*What to produce:* Copy out the entire listing word for word.

*Excerpted data:*

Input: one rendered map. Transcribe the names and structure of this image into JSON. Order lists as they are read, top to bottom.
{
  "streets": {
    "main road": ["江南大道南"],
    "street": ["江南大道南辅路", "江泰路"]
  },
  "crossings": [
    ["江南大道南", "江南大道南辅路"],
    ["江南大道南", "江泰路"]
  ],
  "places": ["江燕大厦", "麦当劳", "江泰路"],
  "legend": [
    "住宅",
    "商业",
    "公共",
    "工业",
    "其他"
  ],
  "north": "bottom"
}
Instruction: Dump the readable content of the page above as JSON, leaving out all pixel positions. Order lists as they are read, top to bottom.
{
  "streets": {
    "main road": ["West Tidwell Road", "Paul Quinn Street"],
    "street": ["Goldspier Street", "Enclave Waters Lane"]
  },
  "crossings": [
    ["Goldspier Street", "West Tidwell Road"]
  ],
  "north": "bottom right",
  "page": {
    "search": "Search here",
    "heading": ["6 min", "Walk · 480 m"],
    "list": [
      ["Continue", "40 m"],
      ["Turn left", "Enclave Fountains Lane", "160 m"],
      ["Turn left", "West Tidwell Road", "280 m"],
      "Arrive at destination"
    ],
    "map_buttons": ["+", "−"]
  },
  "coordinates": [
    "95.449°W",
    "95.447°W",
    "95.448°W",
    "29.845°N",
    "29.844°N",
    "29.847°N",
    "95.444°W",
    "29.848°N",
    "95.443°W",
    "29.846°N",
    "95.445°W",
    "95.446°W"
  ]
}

*Solved exercise:*
Input: one rendered map. Transcribe the names and structure of this image into JSON. Order lists as they are read, top to bottom.
{
  "streets": {
    "main road": ["江南大道南"],
    "street": ["江南大道南辅路", "江泰路"]
  },
  "crossings": [
    ["江南大道南", "江南大道南辅路"],
    ["江南大道南", "江泰路"]
  ],
  "places": ["江燕大厦", "麦当劳", "江泰路"],
  "legend": [
    "住宅",
    "商业",
    "公共",
    "工业",
    "其他"
  ],
  "north": "bottom"
}
Instruction: Dump the readable content of the page above as JSON, leaving out all pixel positions. Order lists as they are read, top to bottom.
{
  "streets": {
    "main road": ["West Tidwell Road", "Paul Quinn Street"],
    "street": ["Goldspier Street", "Enclave Waters Lane"]
  },
  "crossings": [
    ["Goldspier Street", "West Tidwell Road"]
  ],
  "north": "bottom right",
  "page": {
    "search": "Search here",
    "heading": ["6 min", "Walk · 480 m"],
    "list": [
      ["Continue", "40 m"],
      ["Turn left", "Enclave Fountains Lane", "160 m"],
      ["Turn left", "West Tidwell Road", "280 m"],
      "Arrive at destination"
    ],
    "map_buttons": ["+", "−"]
  },
  "coordinates": [
    "95.449°W",
    "95.447°W",
    "95.448°W",
    "29.845°N",
    "29.844°N",
    "29.847°N",
    "95.444°W",
    "29.848°N",
    "95.443°W",
    "29.846°N",
    "95.445°W",
    "95.446°W"
  ]
}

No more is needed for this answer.